The mansion house, sometimes referred to as the "Seaman Castle", – and the estate as "Seaman's Folly" – was principally occupied by John Ferris Seaman, a merchant, who married Ann Drake. Ferris died in 1872 and Ann in 1878, leaving no children. Ann Drake Seaman willed the estate – "my marble house, grounds and outbuildings ... furniture and plate" – to her nephew, Lawrence Drake; 145 relatives contested the will, which was not settled until around 1893.

=== Subsequent estate use ===
By 1895, the house had become the headquarters of the Suburban Riding and Driving Club, of which Lawrence Drake was a member. The estate originally had a large marble stable, but additional stables and sheds were added for the use of the members' horses. The interior of the mansion was altered for its new role as a clubhouse, with bedrooms becoming private dining rooms, dining halls and parlors becoming a café and reception area, and the house's conservatory becoming a smoking and sun room. The club spent more than $10,000 in the conversion from residence to clubhouse. The club would undoubtedly have found the mansion's location convenient, as it was near the Harlem Speedway, which was built in 1894–98 from West 155th Street to Dyckman Street for the exclusive use of horse-drawn carriages and horseback riders.

In 1905, the house was sold to Thomas Dwyer, who lived in the mansion and used the quarters in the arch for his business, which he christened the Marble Arch Company. Dwyer was a contractor, and is known for having built the Soldiers' and Sailors' Monument and part of the Metropolitan Museum of Art.

Dwyer sold the Seaman-Drake estate in 1938 for the development of a five-building apartment complex. The 400-unit Park Terrace Gardens on Park Terrace East and West between West 215th and 217th Streets stands on the plot where the mansion was once located. The arch was not part of the sale, and by that time, in fact as early as 1912, low brick buildings had sprung up around the arch – some of them car dealerships which used the archway as an entrance.
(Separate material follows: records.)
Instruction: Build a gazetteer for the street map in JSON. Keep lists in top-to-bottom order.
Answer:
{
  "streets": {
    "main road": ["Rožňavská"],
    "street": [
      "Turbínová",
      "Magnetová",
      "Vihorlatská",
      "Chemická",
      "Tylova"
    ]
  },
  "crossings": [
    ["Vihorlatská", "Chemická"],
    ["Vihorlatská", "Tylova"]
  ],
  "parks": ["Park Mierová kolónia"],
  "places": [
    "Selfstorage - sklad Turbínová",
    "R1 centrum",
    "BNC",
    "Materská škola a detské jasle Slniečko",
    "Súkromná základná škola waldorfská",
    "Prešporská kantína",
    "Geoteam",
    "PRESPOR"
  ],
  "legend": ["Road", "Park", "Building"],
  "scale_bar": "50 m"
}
Since the 1960s, the arch has been part of an auto-body shop.

A fire in 1970 seriously damaged the structure of the arch, and left it roofless and open to the elements; one can see into the arch from higher buildings on either side. Inside, the marble walls, which are covered with vines of ivy, block out most of the ambient city noise, creating a "tranquil retreat".

==Rental and preservation==
There was an effort made in 2003 to provide some legal protection for the arch by landmarking it, which received support from New York City Councilman Robert Jackson, but the campaign never came to fruition.

In 2009, the commercial property that the arch is a part of was listed for rent at $17,000 a month for about 7000 sqft. The owner explained that he did not want to sell it because he inherited it from his father, who was given the property, including the Seaman-Drake Arch, by a man whose life he saved in World War II. One potential buyer was interested in turning the buildings into a nightclub, while others sought the property for a catering firm and a hair salon. By 2014, the auto body shop that had been renting the space had been evicted, and the property was again listed for rent, this time at $17,500. Potential renters had expressed interest in using it for a bowling alley or, again, a nightclub. The owner of the property expressed a commitment to not raze the arch, saying "Nobody will take the arch down ever."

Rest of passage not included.